Картины Парижа. Том I - Луи-Себастьен Мерсье
Шрифт:
Интервал:
Закладка:
Если гражданин не ходит по улице с высоко поднятой головой, если он не готов в любую минуту вступить в кулачный бой, — значит он утратил большую долю своей ценности; ибо государственные добродетели нуждаются в известной доли грубости! Такая грубость может оскорбить изнеженный взгляд, но это не мешает ей быть опорой государств, желающих, чтобы с их силой считались.
Живость и — если на то пошло — известная доля дерзости в характере народа всегда будут ручательством его искренности, честности, преданности. Как только народ перестает быть грубым, и шумливым, он становится надменным, тщеславным, развратным, бедным и, следовательно, теряет в цене.
Я предпочитаю видеть его таким, каков он в Лондоне, где он дерется на кулачках и напивается в харчевнях, чем таким, каким вижу его в Париже: озабоченным, беспокойным, дрожащим, разоренным, не осмеливающимся поднять голову, довольствующимся самыми безобразными развратницами и то и дело готовым обанкротиться. Он беспутен, не будучи свободным, расточителен, не имея денег, преисполнен гордости при полном отсутствии смелости, а рабство и нищета накладывают на него свои постыдные цепи.
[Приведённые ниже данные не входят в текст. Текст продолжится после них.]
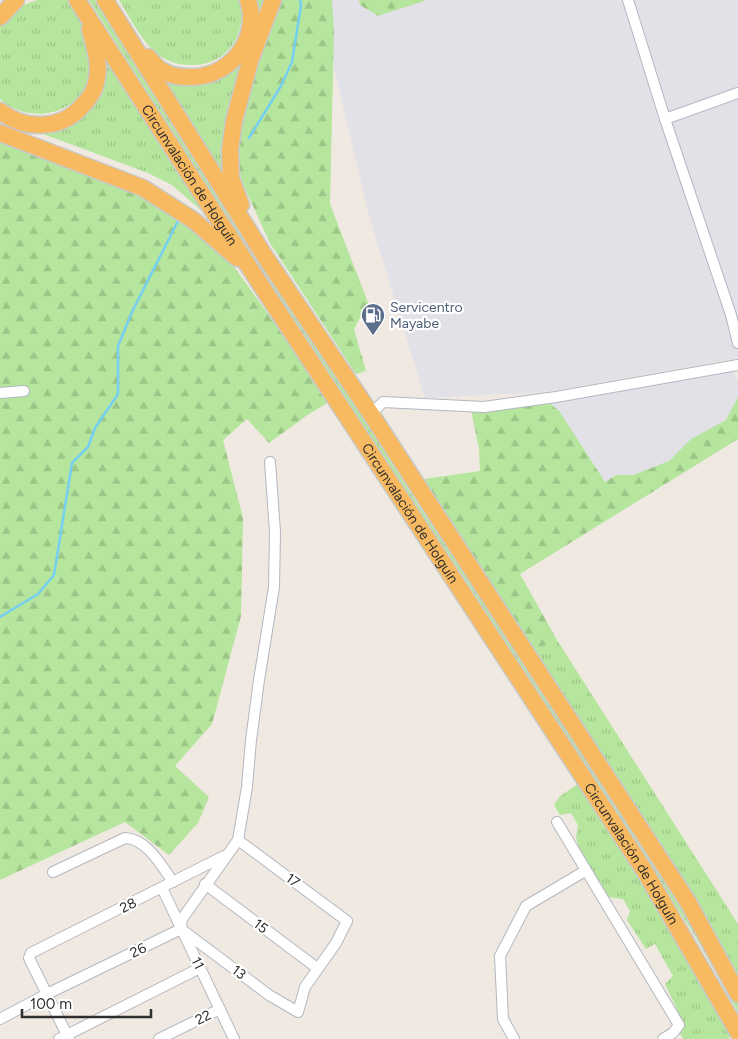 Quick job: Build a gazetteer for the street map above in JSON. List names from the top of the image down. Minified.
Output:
{"streets":{"highway":["Circunvalación de Holguín"],"street":["17","28","15","26","11","13","22"]},"crossings":[["17","15"],["17","13"],["28","26"],["28","11"],["15","13"],["26","11"],["26","13"],["11","13"],["11","22"]],"places":{"fuel station":["Servicentro Mayabe"]},"scale_bar":"100 m"} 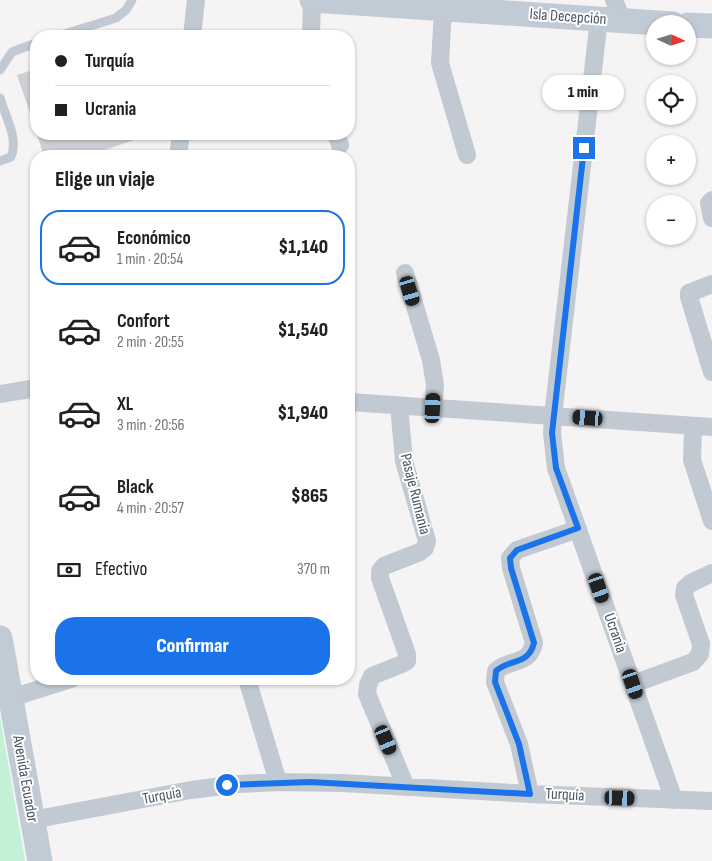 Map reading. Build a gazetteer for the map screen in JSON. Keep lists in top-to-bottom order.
{
  "streets": {
    "street": [
      "Isla Decepción",
      "Pasaje Rumania",
      "Ucrania",
      "Avenida Ecuador",
      "Turquía"
    ]
  },
  "crossings": [
    ["Isla Decepción", "Ucrania"],
    ["Pasaje Rumania", "Turquía"],
    ["Ucrania", "Turquía"],
    ["Avenida Ecuador", "Turquía"]
  ],
  "north": "right",
  "page": {
    "map_buttons": ["+", "−"],
    "banner": ["Turquía", "Ucrania"],
    "bubble": "1 min",
    "heading": "Elige un viaje",
    "list": [
      {
        "name": "Económico",
        "note": "1 min · 20:54",
        "value": "$1,140"
      },
      {
        "name": "Confort",
        "note": "2 min · 20:55",
        "value": "$1,540"
      },
      {
        "name": "XL",
        "note": "3 min · 20:56",
        "value": "$1,940"
      },
      {
        "name": "Black",
        "note": "4 min · 20:57",
        "value": "$865"
      }
    ],
    "pay": ["Efectivo", "370 m"],
    "buttons": "Confirmar"
  }
} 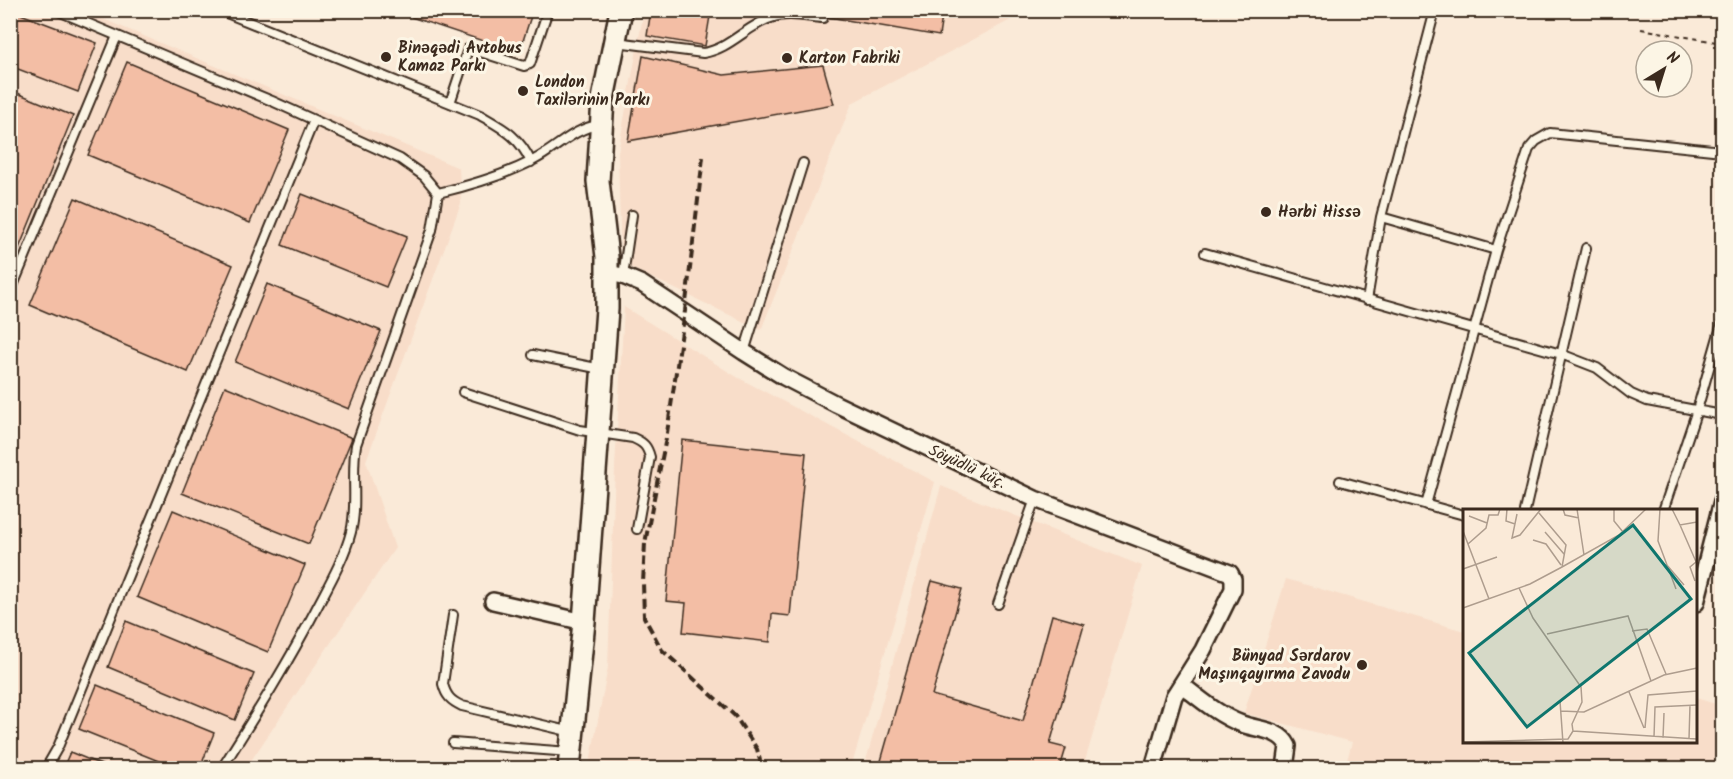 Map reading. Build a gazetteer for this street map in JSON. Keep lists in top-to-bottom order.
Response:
{
  "streets": {
    "street": ["Söyüdlü küç."]
  },
  "places": [
    "Binəqədi Avtobus Kamaz Parkı",
    "Karton Fabriki",
    "London Taxilərinin Parkı",
    "Hərbi Hissə",
    "Bünyad Sərdarov Maşınqayırma Zavodu"
  ],
  "north": "top right"
} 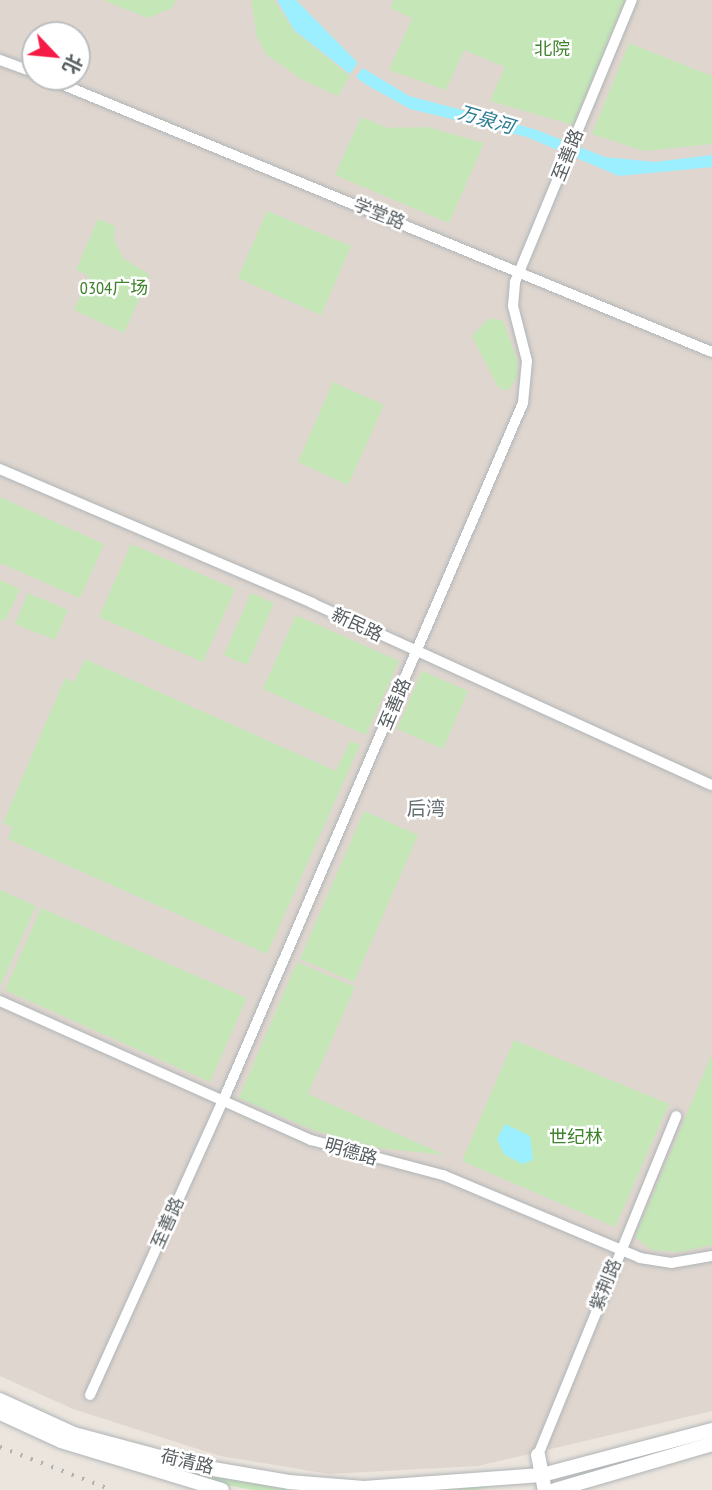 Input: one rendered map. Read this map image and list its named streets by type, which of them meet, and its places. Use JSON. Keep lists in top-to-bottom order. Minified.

В Китае господствует палка; население там самое робкое, самое трусливое и самое вороватое во всей вселенной. Что касается населения Парижа, то оно бросается врассыпную, завидев ружейное дуло, заливается слезами перед чиновником полиции и становится на колени перед ее начальниками: для этого сброда начальник полиции — король.
Все эти люди думают, что англичане едят мясо сырым, что в Лондоне только и видишь, как жители топятся в Темзе, и что ни один иностранец не может пройти по городу без того, чтобы не быть избитым насмерть.
Все политиканы, прогуливающиеся в саду Тюильри или по Люксембургской аллее, являются ярыми англофобами и постоянно твердят о необходимости высадить в Англии десант, взять Лондон и сжечь его; и как ни смешны их взгляды на англичан, — они ничем не разнятся от взглядов высшего общества.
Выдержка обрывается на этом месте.